Listed entries
■ ■ ■ ■

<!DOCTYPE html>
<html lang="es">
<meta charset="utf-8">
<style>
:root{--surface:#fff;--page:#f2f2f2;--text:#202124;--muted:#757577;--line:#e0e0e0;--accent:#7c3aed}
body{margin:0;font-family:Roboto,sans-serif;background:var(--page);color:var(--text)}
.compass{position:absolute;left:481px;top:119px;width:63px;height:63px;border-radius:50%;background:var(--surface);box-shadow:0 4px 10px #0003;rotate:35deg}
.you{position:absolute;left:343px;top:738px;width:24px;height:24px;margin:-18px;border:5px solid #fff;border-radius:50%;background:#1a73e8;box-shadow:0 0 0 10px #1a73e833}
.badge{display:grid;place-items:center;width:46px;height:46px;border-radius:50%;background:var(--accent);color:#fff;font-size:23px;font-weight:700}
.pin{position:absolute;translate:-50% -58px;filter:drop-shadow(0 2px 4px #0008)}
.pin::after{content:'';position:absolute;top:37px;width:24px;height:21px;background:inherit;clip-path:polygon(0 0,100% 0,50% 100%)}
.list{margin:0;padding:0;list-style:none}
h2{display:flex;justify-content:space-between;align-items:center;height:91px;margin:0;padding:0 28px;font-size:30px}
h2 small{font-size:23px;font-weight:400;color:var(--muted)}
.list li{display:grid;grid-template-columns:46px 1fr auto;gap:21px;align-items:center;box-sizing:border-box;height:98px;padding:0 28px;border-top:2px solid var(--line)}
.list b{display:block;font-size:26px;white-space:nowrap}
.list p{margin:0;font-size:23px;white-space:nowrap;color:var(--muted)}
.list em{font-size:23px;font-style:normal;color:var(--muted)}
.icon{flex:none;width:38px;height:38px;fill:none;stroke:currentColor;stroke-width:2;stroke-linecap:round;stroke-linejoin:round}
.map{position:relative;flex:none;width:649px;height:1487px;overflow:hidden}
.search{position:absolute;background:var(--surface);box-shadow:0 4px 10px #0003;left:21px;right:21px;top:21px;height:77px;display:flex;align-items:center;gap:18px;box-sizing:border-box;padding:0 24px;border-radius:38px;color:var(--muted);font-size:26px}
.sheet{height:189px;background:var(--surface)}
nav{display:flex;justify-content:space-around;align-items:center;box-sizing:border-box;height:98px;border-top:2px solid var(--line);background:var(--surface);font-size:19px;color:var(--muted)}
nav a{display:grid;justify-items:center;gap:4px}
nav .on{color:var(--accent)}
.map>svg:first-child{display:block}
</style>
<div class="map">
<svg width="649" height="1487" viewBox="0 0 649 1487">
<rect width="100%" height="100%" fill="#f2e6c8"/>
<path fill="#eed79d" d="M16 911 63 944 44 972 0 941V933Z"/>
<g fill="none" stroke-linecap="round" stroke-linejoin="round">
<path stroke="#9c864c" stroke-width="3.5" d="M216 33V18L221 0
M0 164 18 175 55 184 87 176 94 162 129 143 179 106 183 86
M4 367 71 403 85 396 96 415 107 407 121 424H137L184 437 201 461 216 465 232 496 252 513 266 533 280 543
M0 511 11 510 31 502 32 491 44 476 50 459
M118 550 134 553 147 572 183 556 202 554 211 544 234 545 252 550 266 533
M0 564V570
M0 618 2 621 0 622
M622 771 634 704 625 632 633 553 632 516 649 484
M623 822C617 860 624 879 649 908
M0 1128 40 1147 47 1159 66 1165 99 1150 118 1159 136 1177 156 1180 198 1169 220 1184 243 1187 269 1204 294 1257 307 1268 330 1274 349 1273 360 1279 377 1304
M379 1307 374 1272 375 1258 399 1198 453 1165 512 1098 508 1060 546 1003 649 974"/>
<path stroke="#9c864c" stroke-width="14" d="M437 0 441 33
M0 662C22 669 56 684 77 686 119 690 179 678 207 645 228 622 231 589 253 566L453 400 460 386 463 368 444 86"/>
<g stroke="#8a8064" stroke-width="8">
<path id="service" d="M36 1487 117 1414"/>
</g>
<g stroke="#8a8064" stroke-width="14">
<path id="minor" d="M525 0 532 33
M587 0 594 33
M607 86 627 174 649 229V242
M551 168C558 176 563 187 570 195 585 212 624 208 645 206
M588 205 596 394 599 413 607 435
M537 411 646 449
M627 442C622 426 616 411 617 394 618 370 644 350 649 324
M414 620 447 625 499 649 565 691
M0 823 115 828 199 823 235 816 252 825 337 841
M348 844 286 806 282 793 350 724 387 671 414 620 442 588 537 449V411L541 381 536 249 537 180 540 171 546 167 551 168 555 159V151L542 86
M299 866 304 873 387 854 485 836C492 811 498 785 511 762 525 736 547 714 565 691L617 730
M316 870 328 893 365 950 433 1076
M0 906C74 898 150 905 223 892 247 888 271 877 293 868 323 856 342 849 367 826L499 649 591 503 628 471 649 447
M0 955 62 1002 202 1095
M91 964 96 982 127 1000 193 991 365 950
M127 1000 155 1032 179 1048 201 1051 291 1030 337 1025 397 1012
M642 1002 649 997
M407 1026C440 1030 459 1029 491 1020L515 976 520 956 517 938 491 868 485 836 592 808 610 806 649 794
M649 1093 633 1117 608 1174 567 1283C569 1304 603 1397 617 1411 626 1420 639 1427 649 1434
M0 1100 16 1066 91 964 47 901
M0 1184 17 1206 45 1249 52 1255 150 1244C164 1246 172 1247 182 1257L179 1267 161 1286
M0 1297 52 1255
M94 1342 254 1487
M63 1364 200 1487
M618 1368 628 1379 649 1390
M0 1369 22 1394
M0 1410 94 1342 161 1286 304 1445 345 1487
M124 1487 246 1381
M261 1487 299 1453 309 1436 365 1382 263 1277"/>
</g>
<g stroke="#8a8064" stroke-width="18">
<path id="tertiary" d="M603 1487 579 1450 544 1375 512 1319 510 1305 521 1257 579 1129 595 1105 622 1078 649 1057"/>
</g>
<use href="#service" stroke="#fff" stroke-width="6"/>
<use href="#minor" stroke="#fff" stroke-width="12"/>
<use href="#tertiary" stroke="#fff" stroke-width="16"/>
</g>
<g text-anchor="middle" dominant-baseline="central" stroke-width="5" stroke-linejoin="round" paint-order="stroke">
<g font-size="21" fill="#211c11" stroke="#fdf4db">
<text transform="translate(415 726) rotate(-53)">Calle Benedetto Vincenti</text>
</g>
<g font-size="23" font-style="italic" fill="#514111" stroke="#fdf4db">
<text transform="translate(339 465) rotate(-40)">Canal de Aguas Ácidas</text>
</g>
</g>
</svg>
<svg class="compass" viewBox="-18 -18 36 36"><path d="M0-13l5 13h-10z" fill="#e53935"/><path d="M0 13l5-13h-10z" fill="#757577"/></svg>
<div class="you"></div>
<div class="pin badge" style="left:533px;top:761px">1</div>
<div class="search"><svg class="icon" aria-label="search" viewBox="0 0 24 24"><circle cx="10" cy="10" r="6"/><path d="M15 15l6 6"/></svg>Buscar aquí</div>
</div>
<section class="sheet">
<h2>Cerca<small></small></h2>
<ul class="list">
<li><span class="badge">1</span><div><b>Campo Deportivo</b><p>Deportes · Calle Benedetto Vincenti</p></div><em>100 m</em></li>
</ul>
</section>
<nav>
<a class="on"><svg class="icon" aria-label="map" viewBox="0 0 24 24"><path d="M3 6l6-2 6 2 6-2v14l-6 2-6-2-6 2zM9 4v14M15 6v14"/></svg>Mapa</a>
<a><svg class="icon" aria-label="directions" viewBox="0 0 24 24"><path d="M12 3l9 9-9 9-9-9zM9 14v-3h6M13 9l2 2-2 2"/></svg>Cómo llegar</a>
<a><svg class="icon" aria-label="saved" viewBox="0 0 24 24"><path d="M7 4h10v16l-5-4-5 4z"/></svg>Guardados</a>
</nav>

■ ■ ■ ■

Assignment
State how many lines contain the word "white" across the listing, and give no other text.

Written solution
2